• [EXERCISE]
Restate the entries word for word and skip every image.

- Opening Delimiter -

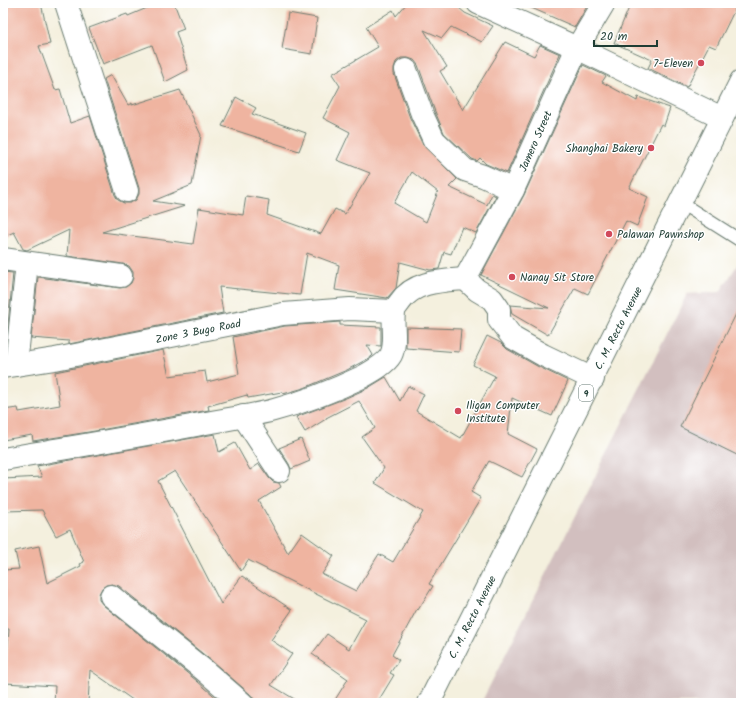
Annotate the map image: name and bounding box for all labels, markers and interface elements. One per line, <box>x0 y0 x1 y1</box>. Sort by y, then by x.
scale bar <box>594 22 657 48</box>
text: 20 m <box>600 27 628 46</box>
place label: 7-Eleven <box>653 55 693 73</box>
marker: 7-Eleven <box>696 58 706 68</box>
street label: Jamero Street <box>514 107 558 175</box>
place label: Shanghai Bakery <box>566 140 644 158</box>
marker: Shanghai Bakery <box>646 143 656 153</box>
place label: Palawan Pawnshop <box>617 226 705 244</box>
marker: Palawan Pawnshop <box>604 229 614 239</box>
place label: Nanay Sit Store <box>520 269 594 287</box>
marker: Nanay Sit Store <box>507 272 517 282</box>
street label: C. M. Recto Avenue <box>590 284 648 373</box>
street label: Zone 3 Bugo Road <box>154 315 243 349</box>
road number: 9 <box>579 385 593 401</box>
place label: Iligan Computer Institute <box>466 397 540 428</box>
marker: Iligan Computer Institute <box>453 406 463 416</box>
street label: C. M. Recto Avenue <box>444 573 502 662</box>

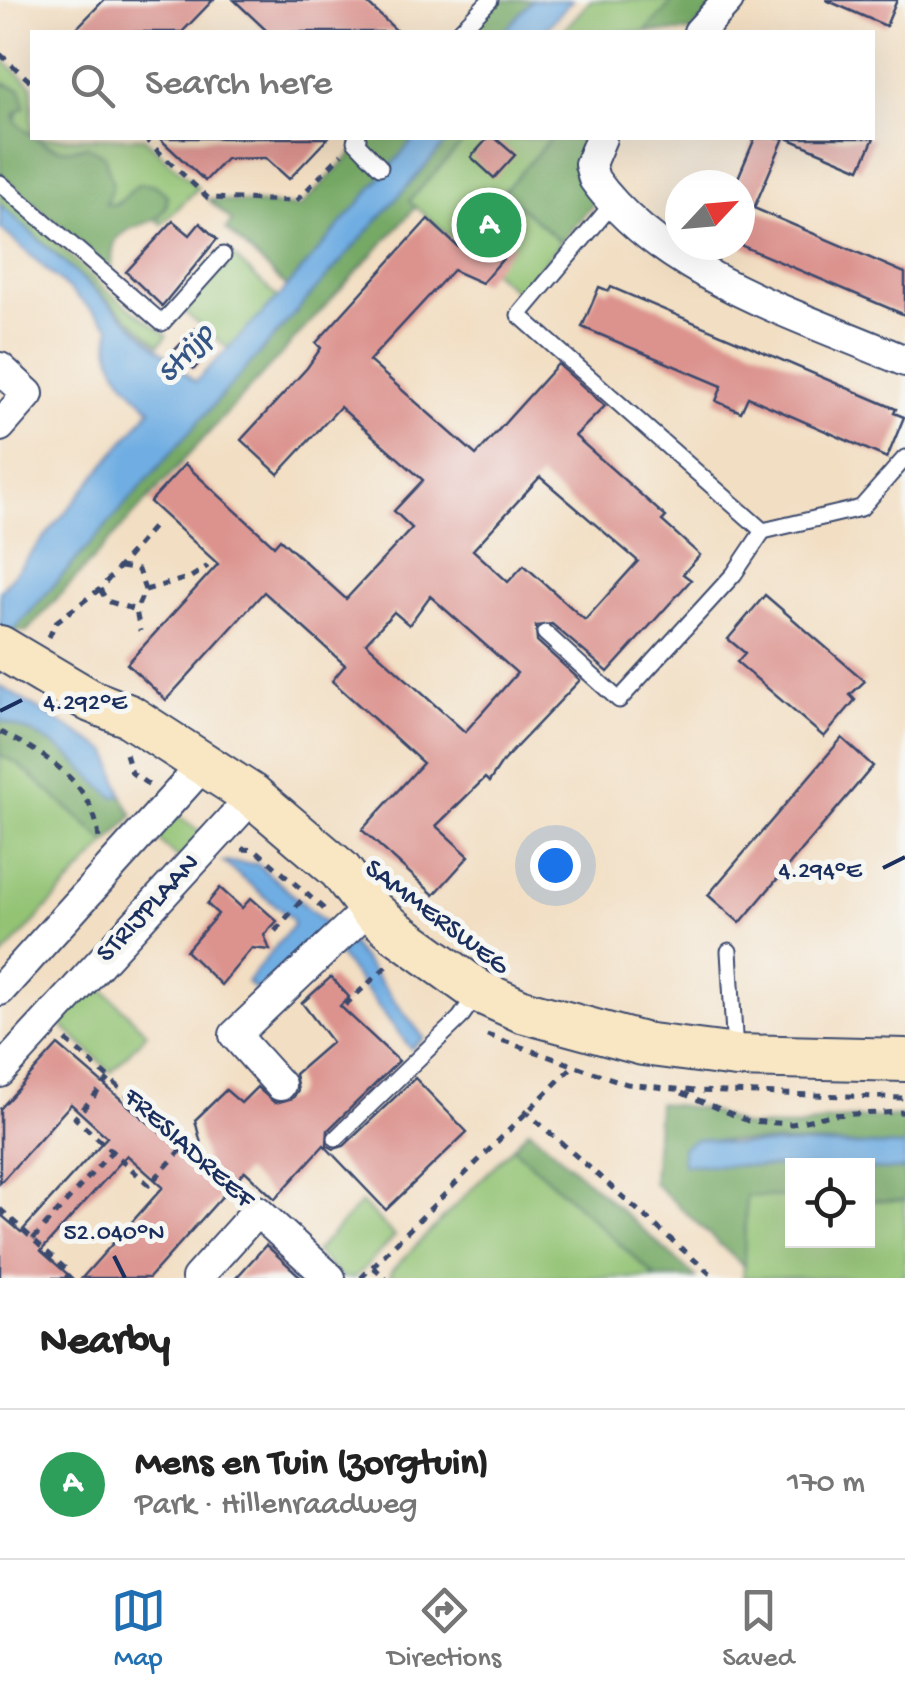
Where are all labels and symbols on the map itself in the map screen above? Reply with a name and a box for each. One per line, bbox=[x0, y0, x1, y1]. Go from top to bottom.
north arrow bbox=[665, 170, 755, 260]
pin: A bbox=[456, 188, 522, 262]
water label: Strijp bbox=[152, 317, 224, 392]
text: 4.292°E bbox=[43, 690, 128, 719]
your location bbox=[530, 840, 581, 891]
street label: STRIJPLAAN bbox=[90, 848, 208, 970]
street label: SAMMERSWEG bbox=[357, 853, 516, 984]
text: 4.294°E bbox=[778, 858, 863, 887]
street label: FRESIADREEF bbox=[115, 1081, 262, 1218]
text: 52.040°N bbox=[63, 1220, 165, 1249]

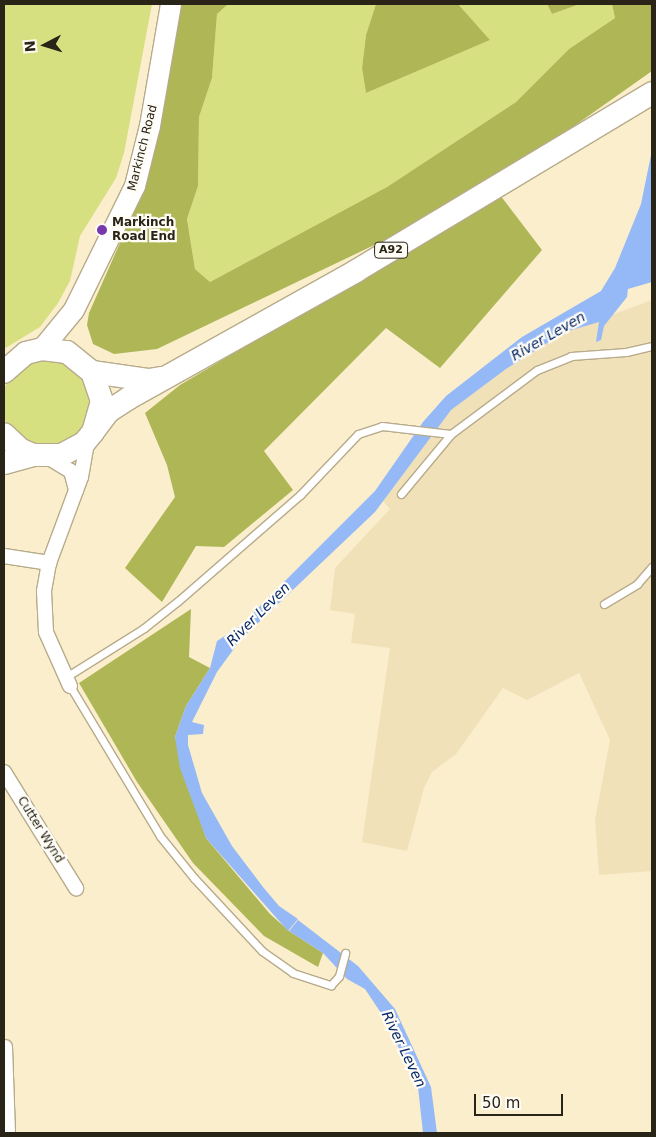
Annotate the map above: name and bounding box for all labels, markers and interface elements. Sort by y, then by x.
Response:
north arrow [20,20,70,70]
text: N [22,40,39,53]
street label: Markinch Road [125,103,161,193]
place label: Markinch Road End [112,216,176,244]
marker: Markinch Road End [96,224,108,236]
road number: A92 [374,242,408,258]
water label: River Leven [508,308,588,364]
water label: River Leven [223,579,293,649]
street label: Cutter Wynd [14,794,66,866]
water label: River Leven [378,1008,430,1090]
scale bar [476,1084,565,1116]
text: 50 m [482,1094,520,1112]

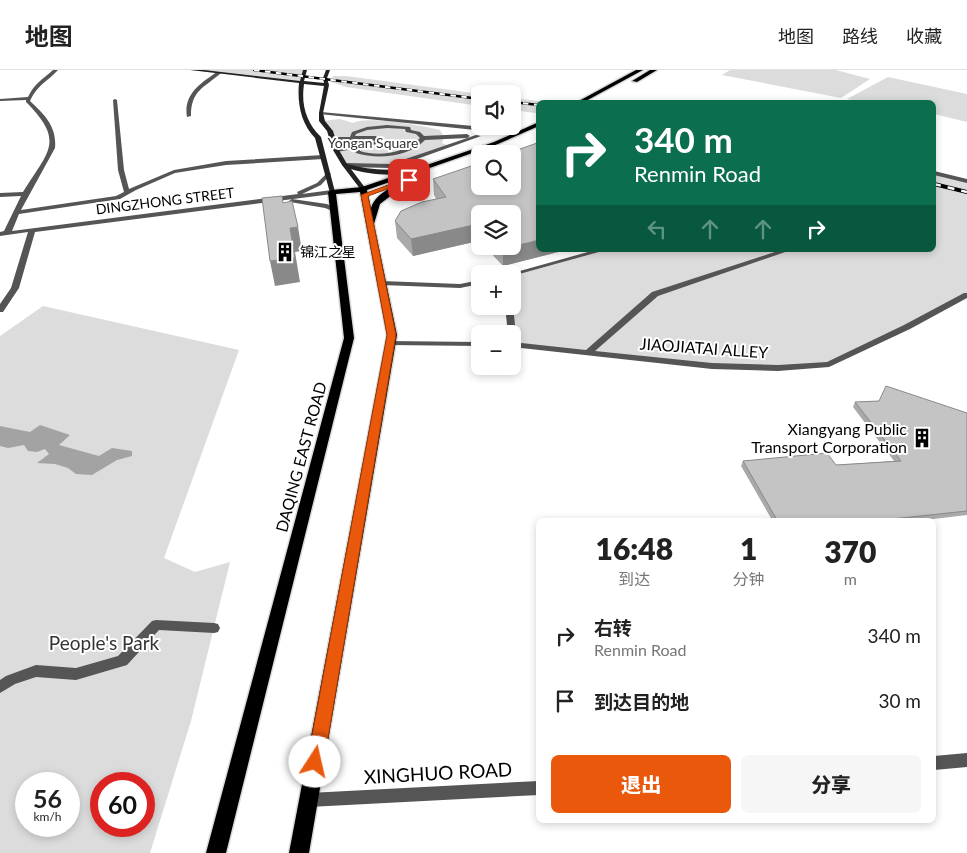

- Closing Delimiter -

• [RESULT OF THIS TASK]
Annotate the map image: name and bounding box for all labels, markers and interface elements. One per line, <box>x0 y0 x1 y1</box>. Sort by y, then by x.
scale bar <box>594 22 657 48</box>
text: 20 m <box>600 27 628 46</box>
place label: 7-Eleven <box>653 55 693 73</box>
marker: 7-Eleven <box>696 58 706 68</box>
street label: Jamero Street <box>514 107 558 175</box>
place label: Shanghai Bakery <box>566 140 644 158</box>
marker: Shanghai Bakery <box>646 143 656 153</box>
place label: Palawan Pawnshop <box>617 226 705 244</box>
marker: Palawan Pawnshop <box>604 229 614 239</box>
place label: Nanay Sit Store <box>520 269 594 287</box>
marker: Nanay Sit Store <box>507 272 517 282</box>
street label: C. M. Recto Avenue <box>590 284 648 373</box>
street label: Zone 3 Bugo Road <box>154 315 243 349</box>
road number: 9 <box>579 385 593 401</box>
place label: Iligan Computer Institute <box>466 397 540 428</box>
marker: Iligan Computer Institute <box>453 406 463 416</box>
street label: C. M. Recto Avenue <box>444 573 502 662</box>

Where are all labels and symbols on the map itself in the map screen above? Reply with a name and a box for each. One per line, bbox=[x0, y0, x1, y1]. Go from top to bottom.
north arrow bbox=[665, 170, 755, 260]
pin: A bbox=[456, 188, 522, 262]
water label: Strijp bbox=[152, 317, 224, 392]
text: 4.292°E bbox=[43, 690, 128, 719]
your location bbox=[530, 840, 581, 891]
street label: STRIJPLAAN bbox=[90, 848, 208, 970]
street label: SAMMERSWEG bbox=[357, 853, 516, 984]
text: 4.294°E bbox=[778, 858, 863, 887]
street label: FRESIADREEF bbox=[115, 1081, 262, 1218]
text: 52.040°N bbox=[63, 1220, 165, 1249]

Annotate the map above: name and bounding box for all labels, markers and interface elements. Sort by y, then by x.
Response:
north arrow [20,20,70,70]
text: N [22,40,39,53]
street label: Markinch Road [125,103,161,193]
place label: Markinch Road End [112,216,176,244]
marker: Markinch Road End [96,224,108,236]
road number: A92 [374,242,408,258]
water label: River Leven [508,308,588,364]
water label: River Leven [223,579,293,649]
street label: Cutter Wynd [14,794,66,866]
water label: River Leven [378,1008,430,1090]
scale bar [476,1084,565,1116]
text: 50 m [482,1094,520,1112]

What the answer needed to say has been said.